新橋演舞場「初春海老蔵歌舞伎」初日の賑わい

 

 1月3日(日)、新橋演舞場「初春海老蔵歌舞伎」が初日の幕を開けました。

 2021年、新橋演舞場の初春興行は、「初春海老蔵歌舞伎」と銘打ち、例年同様、市川海老蔵をはじめとした華やかな顔ぶれと演目で新年の幕開けを飾ります。新橋演舞場での歌舞伎公演は、昨年の1月以来。50%以下の座席使用率を維持し、座席の配置や換気、消毒など、感染予防対策を徹底しての開催となりました。

 

 幕開きは、新年の初芝居にふさわしい舞踊『春調娘七種』で始まります。曽我物に春の七種行事を織り込んだ初春らしい演目で、五郎・十郎の兄弟を右團次と壱太郎が、静御前を児太郎が演じます。仇討ちに勇む二人の前で静御前が見せるたおやかな舞や、扇を俎板(まないた)と擂粉木(すりこぎ)に見立てた踊りなど、みどころがたくさん。また、七種の名と囃し言葉を詠み込んだ曲も聞きどころです。春の訪れを感じさせるひと幕に、客席も大いに華やぎました。

 

 続く演目は、歌舞伎十八番の内『毛抜』。
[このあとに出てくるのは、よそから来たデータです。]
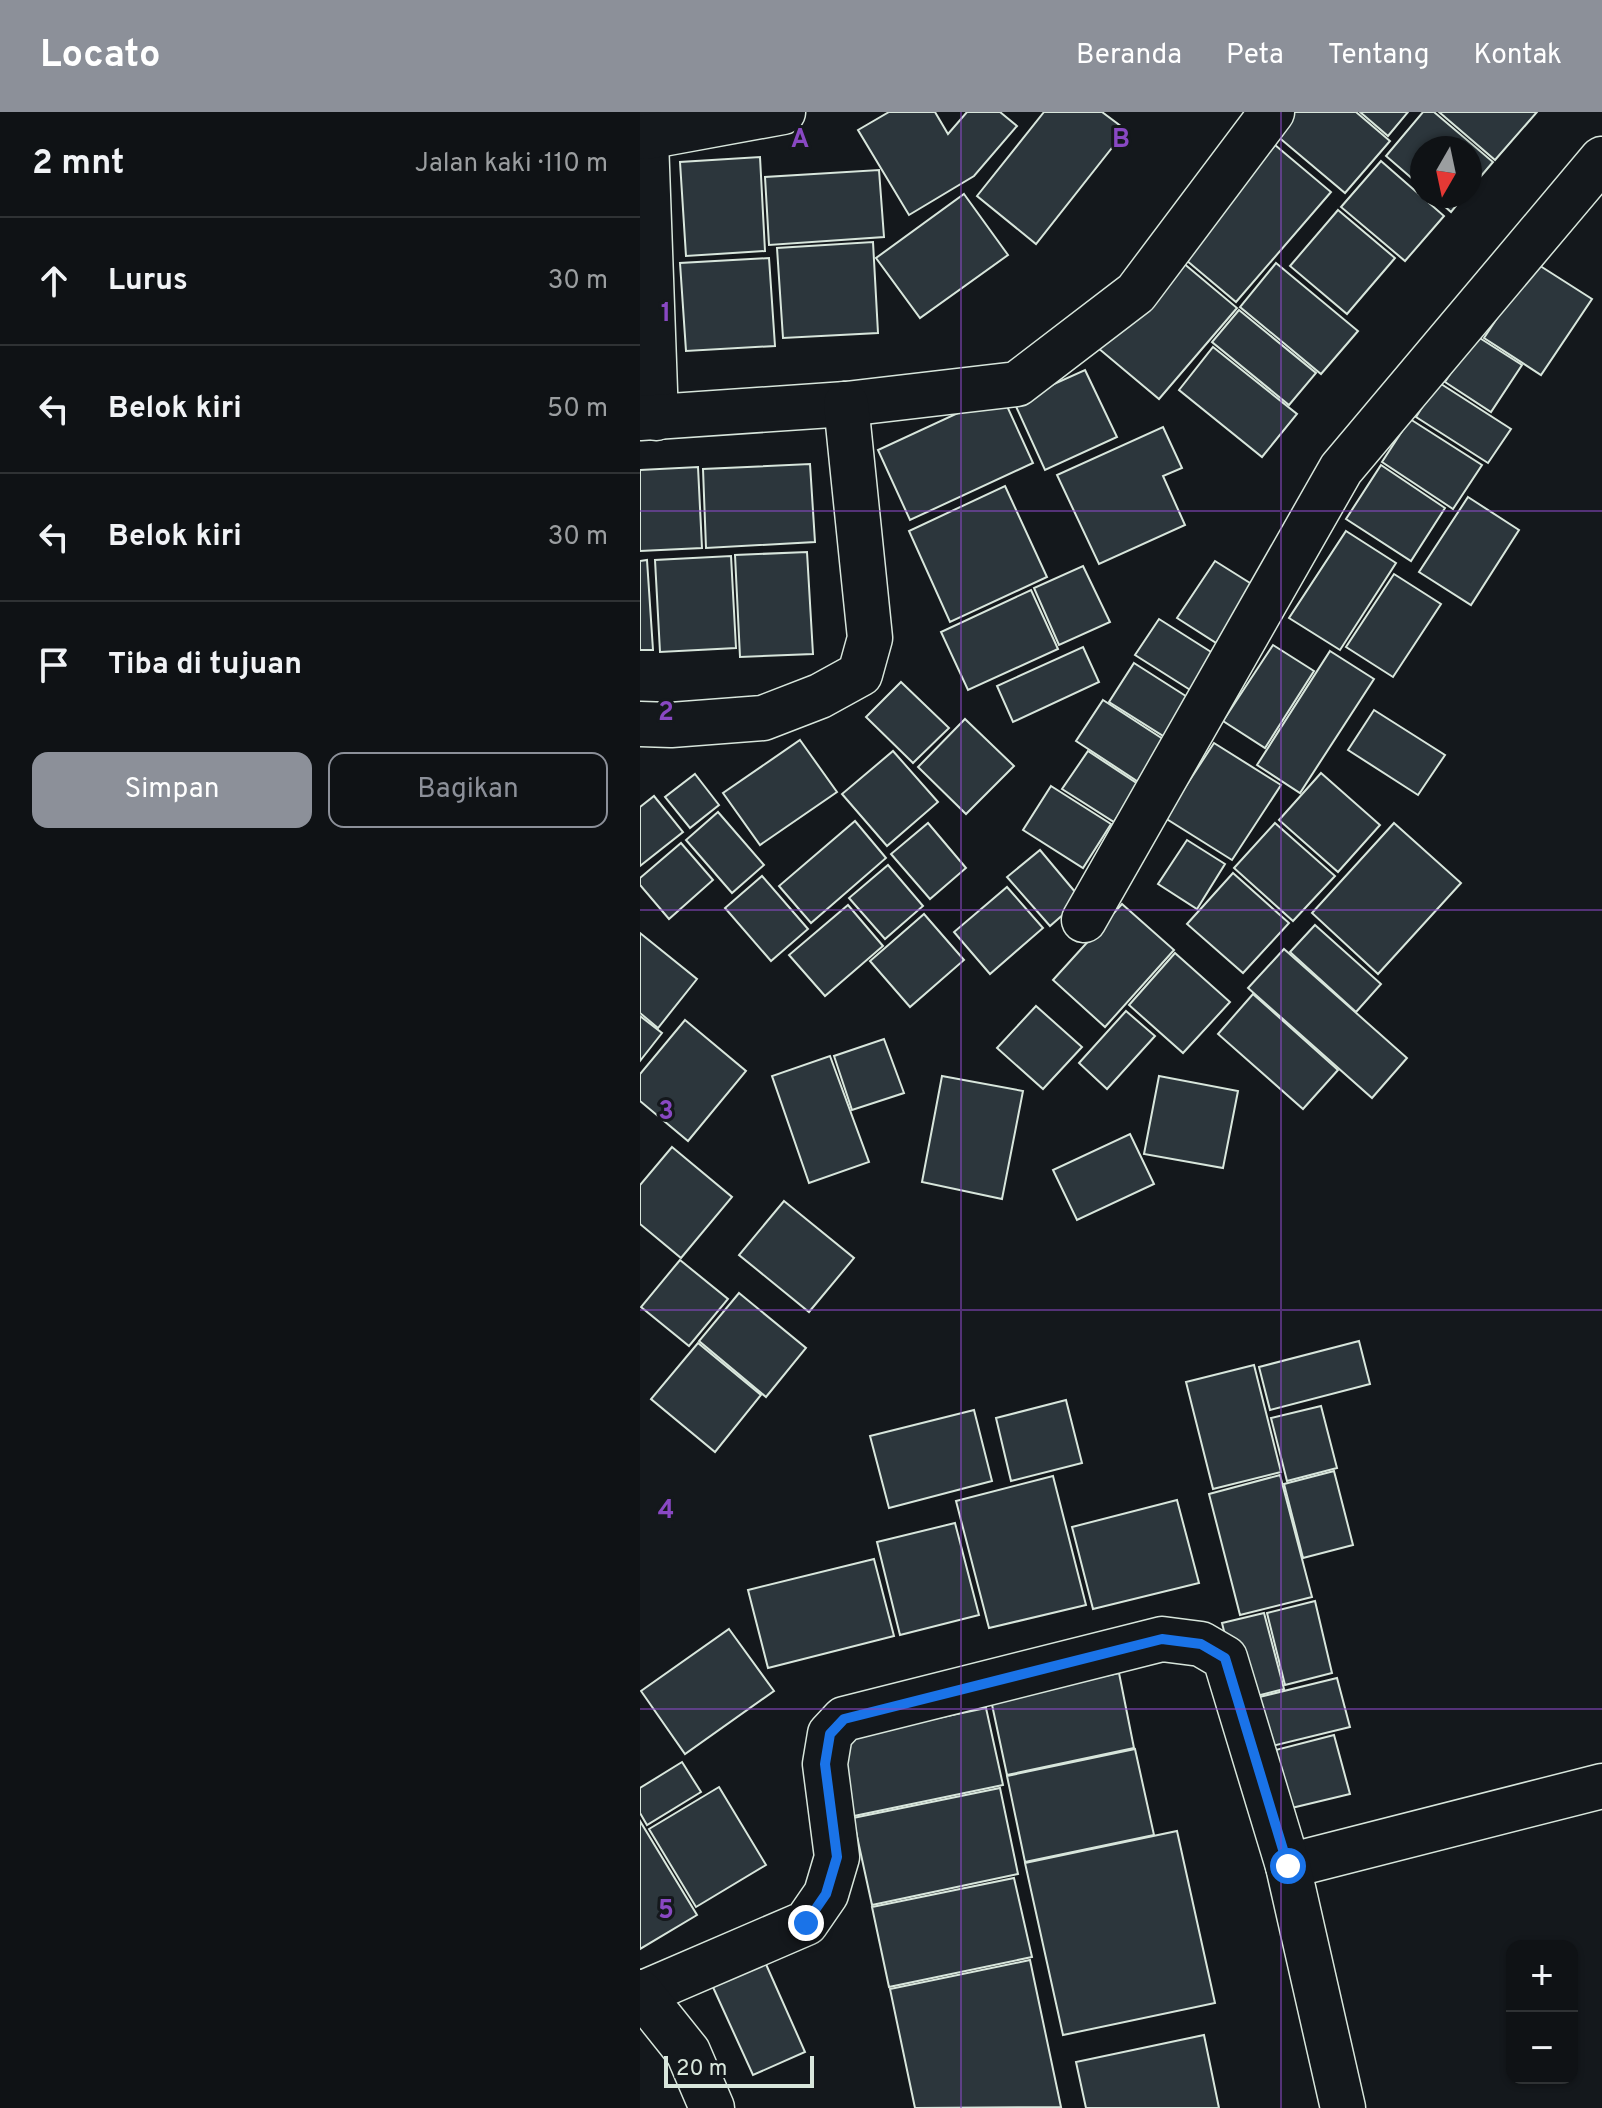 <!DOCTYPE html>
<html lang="id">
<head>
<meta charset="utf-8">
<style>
	body { margin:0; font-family:Overpass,sans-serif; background:#181b1e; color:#f1f3f6 }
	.controls { position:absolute; right:24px; bottom:24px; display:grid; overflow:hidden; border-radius:16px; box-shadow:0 2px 6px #0004 }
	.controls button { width:72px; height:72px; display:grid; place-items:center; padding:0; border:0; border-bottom:2px solid #2f3234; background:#0f1215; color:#f1f3f6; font:40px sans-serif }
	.compass { position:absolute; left:770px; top:24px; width:72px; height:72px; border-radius:50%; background:#0f1215; box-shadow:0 2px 6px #0004; rotate:189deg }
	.scale { position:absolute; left:24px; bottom:20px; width:150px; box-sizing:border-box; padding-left:8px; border:4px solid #d8e6dc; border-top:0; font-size:22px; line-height:28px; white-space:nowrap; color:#d8e6dc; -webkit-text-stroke:6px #14181c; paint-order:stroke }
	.stop { position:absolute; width:24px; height:24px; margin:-18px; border:6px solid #1a73e8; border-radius:50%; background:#fff }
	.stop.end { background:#1a73e8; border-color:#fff; box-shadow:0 2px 8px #0008 }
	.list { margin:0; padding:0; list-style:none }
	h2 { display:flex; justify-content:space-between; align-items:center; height:104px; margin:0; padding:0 32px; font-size:34px }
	h2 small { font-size:26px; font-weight:400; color:#9b9ea0 }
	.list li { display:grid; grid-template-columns:52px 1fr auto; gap:24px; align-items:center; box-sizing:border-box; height:128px; padding:0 32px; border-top:2px solid #2f3234 }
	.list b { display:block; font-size:30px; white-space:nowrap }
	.list em { font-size:26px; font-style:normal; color:#9b9ea0 }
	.actions { display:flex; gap:16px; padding:24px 32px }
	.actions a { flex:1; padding:18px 0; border:2px solid #8c9099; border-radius:16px; text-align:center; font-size:28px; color:#8c9099 }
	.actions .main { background:#8c9099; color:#fff }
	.icon { flex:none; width:44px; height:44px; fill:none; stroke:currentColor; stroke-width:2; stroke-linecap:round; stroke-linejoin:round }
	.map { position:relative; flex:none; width:962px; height:1996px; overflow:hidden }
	header { display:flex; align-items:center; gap:48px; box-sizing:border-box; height:112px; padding:0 40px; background:#8c9099; color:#fff }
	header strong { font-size:38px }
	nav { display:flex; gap:44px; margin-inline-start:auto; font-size:28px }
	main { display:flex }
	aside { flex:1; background:#0f1215 }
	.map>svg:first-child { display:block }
</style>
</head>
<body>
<header>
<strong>Locato</strong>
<nav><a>Beranda</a><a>Peta</a><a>Tentang</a><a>Kontak</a></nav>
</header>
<main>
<aside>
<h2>2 mnt<small>Jalan kaki · 110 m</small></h2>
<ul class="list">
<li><svg class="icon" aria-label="ahead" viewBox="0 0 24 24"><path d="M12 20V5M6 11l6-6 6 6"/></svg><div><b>Lurus</b></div><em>30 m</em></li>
<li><svg class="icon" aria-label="left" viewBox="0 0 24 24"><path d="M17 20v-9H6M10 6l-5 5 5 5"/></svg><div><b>Belok kiri</b></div><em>50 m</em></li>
<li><svg class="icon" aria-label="left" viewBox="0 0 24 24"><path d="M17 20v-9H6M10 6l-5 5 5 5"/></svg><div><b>Belok kiri</b></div><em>30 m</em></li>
<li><svg class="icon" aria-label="arrive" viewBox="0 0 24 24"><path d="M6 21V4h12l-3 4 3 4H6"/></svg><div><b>Tiba di tujuan</b></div></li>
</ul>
<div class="actions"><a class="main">Simpan</a><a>Bagikan</a></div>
</aside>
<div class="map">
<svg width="962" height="1996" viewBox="0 0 962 1996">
	<rect width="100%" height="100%" fill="#14181c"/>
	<g fill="#2c363c" stroke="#d8e6dc" stroke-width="2">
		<polygon points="249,0 295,0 308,22 327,0 360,0 377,14 334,64 269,103 218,18"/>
		<polygon points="404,0 462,0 486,18 396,132 337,84"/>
		<polygon points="646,0 716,0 750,29 705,81 630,18"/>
		<polygon points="720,0 768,0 748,24"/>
		<polygon points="783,0 794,0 853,50 830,77 830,36 782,36 782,75 746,44"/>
		<polygon points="799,0 897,0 855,48"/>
		<polygon points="635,33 691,80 596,190 540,143"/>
		<polygon points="120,45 125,139 46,144 40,50"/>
		<polygon points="741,49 804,104 765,149 701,95"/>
		<polygon points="239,58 244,125 129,133 125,65"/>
		<polygon points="324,82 368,143 280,206 236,146"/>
		<polygon points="793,84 824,84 811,100"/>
		<polygon points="698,98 755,146 707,202 650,154"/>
		<polygon points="233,130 238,221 143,226 137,136"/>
		<polygon points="536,145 597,196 519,287 458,236"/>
		<polygon points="129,146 135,234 46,239 40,151"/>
		<polygon points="894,150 952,187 901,263 844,226"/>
		<polygon points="636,151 718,219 681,262 600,195"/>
		<polygon points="599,198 676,261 649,293 572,230"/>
		<polygon points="835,223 882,253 851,300 805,270"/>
		<polygon points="573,235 657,302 622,345 539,278"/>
		<polygon points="445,258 477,325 405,358 374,290"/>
		<polygon points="798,270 871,317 848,351 776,305"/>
		<polygon points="361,281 393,351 270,408 238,338"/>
		<polygon points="770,307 842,353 813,397 742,350"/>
		<polygon points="523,315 542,356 523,364 545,413 459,452 417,363"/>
		<polygon points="170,352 175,430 66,436 63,357"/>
		<polygon points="741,353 805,396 771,449 706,407"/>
		<polygon points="58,355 62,436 0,439 0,358"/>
		<polygon points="365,374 407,465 310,510 269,419"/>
		<polygon points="828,385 879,418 831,493 779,460"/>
		<polygon points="706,419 756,451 700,538 649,506"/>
		<polygon points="167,440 173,542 100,545 95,443"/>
		<polygon points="91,444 96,536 20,540 15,448"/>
		<polygon points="7,448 13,538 0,538 0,449"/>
		<polygon points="575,449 618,476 581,534 537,506"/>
		<polygon points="443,454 470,510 419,533 394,476"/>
		<polygon points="754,462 801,492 753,565 706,535"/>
		<polygon points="391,478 418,537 328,578 301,520"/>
		<polygon points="519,507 579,545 555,581 495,543"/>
		<polygon points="633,533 674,559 625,636 583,609"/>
		<polygon points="443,535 459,570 373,610 357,574"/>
		<polygon points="690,539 734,567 660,681 617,653"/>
		<polygon points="494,551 552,588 528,627 469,590"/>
		<polygon points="261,570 309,616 273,651 226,605"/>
		<polygon points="463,588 526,629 500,671 436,629"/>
		<polygon points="734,598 805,643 778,683 708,638"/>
		<polygon points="325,607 374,654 326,702 278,655"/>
		<polygon points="160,628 197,680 120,733 83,681"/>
		<polygon points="574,631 641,673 592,748 525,706"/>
		<polygon points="253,639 298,690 247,734 202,682"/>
		<polygon points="448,639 498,672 474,710 422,677"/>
		<polygon points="681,661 740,713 698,760 639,708"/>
		<polygon points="55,662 79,693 50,716 25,685"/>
		<polygon points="411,674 471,712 443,756 383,718"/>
		<polygon points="14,684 43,720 0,754 0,695"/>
		<polygon points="78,700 124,753 92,781 46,728"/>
		<polygon points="215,709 246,746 171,811 139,774"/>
		<polygon points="288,711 326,756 290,787 251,742"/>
		<polygon points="635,711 695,764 653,809 594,756"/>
		<polygon points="754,711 821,771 738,862 672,801"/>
		<polygon points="547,728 585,752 557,797 518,772"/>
		<polygon points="41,731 73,768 29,807 0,773 0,766"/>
		<polygon points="400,738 441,787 410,814 367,765"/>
		<polygon points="248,753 283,794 245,827 209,786"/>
		<polygon points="593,761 649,811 603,861 547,812"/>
		<polygon points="122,764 168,817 131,849 85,796"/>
		<polygon points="367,775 403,816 350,862 314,820"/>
		<polygon points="482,792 534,838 465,915 413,868"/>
		<polygon points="208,793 243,834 185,884 149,843"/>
		<polygon points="284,802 324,848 270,895 230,849"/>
		<polygon points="675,813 741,872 716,900 650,840"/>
		<polygon points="0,821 57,867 18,916 0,901"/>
		<polygon points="644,837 767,946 732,986 608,876"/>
		<polygon points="535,841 590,890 543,941 489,893"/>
		<polygon points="613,882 698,958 663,997 578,922"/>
		<polygon points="396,894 442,935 403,977 357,936"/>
		<polygon points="486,899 515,924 467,977 439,951"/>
		<polygon points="0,904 22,921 0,949"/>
		<polygon points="45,908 106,959 48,1029 0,989 0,962"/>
		<polygon points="244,927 264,981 212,998 194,944"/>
		<polygon points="190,944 229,1050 169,1071 132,964"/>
		<polygon points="302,964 383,979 362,1087 282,1070"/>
		<polygon points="519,964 598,979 583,1056 504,1042"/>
		<polygon points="490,1022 514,1072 437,1108 413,1058"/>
		<polygon points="32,1035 92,1085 41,1146 0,1112 0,1073"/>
		<polygon points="144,1089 214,1146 169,1200 99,1143"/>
		<polygon points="40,1148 88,1187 49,1234 1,1195"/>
		<polygon points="99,1181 166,1236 126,1285 59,1229"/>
		<polygon points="719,1229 730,1272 630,1298 619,1255"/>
		<polygon points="58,1231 121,1283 75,1340 11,1287"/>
		<polygon points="614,1253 641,1360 573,1377 546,1270"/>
		<polygon points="426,1288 442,1351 371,1369 356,1306"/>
		<polygon points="681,1294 697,1356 647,1369 631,1306"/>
		<polygon points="334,1298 352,1369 249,1396 230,1324"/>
		<polygon points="694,1359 713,1433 663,1446 644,1372"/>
		<polygon points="640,1363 672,1485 600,1503 569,1382"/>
		<polygon points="413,1364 446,1493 349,1516 316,1389"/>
		<polygon points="537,1388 559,1471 453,1497 432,1415"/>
		<polygon points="315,1411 339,1503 260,1523 237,1430"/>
		<polygon points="234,1447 254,1524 128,1556 108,1478"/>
		<polygon points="675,1489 692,1561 645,1573 627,1501"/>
		<polygon points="624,1501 644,1577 601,1588 582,1511"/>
		<polygon points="89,1517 134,1579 45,1642 1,1579"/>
		<polygon points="479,1561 494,1636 367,1663 351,1588"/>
		<polygon points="697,1566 710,1615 616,1638 603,1589"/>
		<polygon points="346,1596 363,1673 214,1704 197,1627"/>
		<polygon points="694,1623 710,1682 639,1699 624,1641"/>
		<polygon points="495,1637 514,1723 385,1750 367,1664"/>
		<polygon points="42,1650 61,1680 7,1713 0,1701 0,1676"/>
		<polygon points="79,1675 126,1753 56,1795 9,1717"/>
		<polygon points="360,1676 378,1762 232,1793 213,1706"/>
		<polygon points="0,1709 57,1803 0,1837"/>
		<polygon points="537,1719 575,1891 423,1923 385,1751"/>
		<polygon points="374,1766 392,1845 249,1875 232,1795"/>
		<polygon points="390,1848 421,1995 275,1996 250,1877"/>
		<polygon points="125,1850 165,1940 113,1963 72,1873"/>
		<polygon points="564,1923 579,1996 446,1996 436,1950"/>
	</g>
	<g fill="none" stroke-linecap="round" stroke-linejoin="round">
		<g stroke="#d8e6dc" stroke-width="47">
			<g id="street">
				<polyline points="5,0 16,306"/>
				<polyline points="6,25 143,0"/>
				<polyline points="0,306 206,292 377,272 496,181 632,0"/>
				<polyline points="0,612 31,613 123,606 180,584 220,562 230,526 206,292"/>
				<polyline points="444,808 701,357 962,47"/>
				<polyline points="648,1754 962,1674"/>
				<polyline points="1,1882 166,1811 186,1782 197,1745 185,1652 190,1622 204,1607 522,1527 561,1532 585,1546 648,1754 703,1996"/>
			</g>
		</g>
		<g stroke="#d8e6dc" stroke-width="47">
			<polyline id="highway" points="0,1880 48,1940 72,1996"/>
		</g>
		<use href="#street" stroke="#14181c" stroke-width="44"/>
		<use href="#highway" stroke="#14181c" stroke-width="44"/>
	</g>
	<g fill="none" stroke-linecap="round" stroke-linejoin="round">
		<polyline stroke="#1a73e8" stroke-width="10" points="166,1811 186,1782 197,1745 185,1652 190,1622 204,1607 522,1527 561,1532 585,1546 648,1754"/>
	</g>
	<path fill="none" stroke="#8948c3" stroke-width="2" stroke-opacity="0.55" d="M321,0V1996M641,0V1996M0,399H962M0,798H962M0,1198H962M0,1597H962"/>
	<g font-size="26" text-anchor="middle" font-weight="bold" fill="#8948c3" stroke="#14181c" stroke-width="6" stroke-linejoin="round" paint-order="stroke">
		<text x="160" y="35">A</text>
		<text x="481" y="35">B</text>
		<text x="26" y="209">1</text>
		<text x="26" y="608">2</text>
		<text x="26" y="1007">3</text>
		<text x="26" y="1406">4</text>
		<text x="26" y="1806">5</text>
	</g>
</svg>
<div class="controls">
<button>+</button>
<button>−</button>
</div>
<svg class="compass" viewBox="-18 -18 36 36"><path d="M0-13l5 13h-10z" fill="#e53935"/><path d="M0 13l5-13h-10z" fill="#9b9ea0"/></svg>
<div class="scale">20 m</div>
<div class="stop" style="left:648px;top:1754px"></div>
<div class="stop end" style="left:166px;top:1811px"></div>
</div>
</main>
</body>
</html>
粂寺弾正を勤める海老蔵を中心に、男女蔵、壱太郎、児太郎、廣松、九團次、市蔵、齊入、右團次と、顔ぶれがそろいます。愛嬌のある色気を見せながらも、捌き役として鋭い知性で次々と小野家の災難を解決していく弾正。派手な見得の数々で何度も観客を沸かせ、見事、小野家の騒動を収めると、熱い拍手に包まれながら、意気揚々と花道を引っ込み幕となりました。

 

 今年は海老蔵の長女市川ぼたんと長男堀越勸玄が、お正月の特別企画「お年玉」として、2題の舞踊を披露しています。まずは市川ぼたんが、女方舞踊の代表的作品『藤娘』で、藤の精を勤めます。舞台いっぱいに咲き誇る藤の花の前に、美しくかわいらしい藤の精が現れると、客席からは思わずため息が。藤の精のたおやかさや可憐さを見せ、幻想的な世界にお客様を誘いました。

 

 そして『橋弁慶』では海老蔵と勸玄が親子で共演し、それぞれ武蔵坊弁慶、牛若丸を勤めます。京の五條橋での弁慶と牛若丸の出会いを舞踊にした作品で、勇猛な弁慶が、優美な牛若丸に翻弄される立廻りがみどころです。海老蔵が大きく力強い立廻りを見せ客席を沸かせると、欄干を飛びおりながら弁慶の刃をかわす勸玄にも、大きな拍手が送られました。最後は主従三世の契りをかわした二人が花道を去っていき、熱気あふれるなかで幕となりました。

 新橋演舞場「初春海老蔵歌舞伎」は17日(日)までの公演です。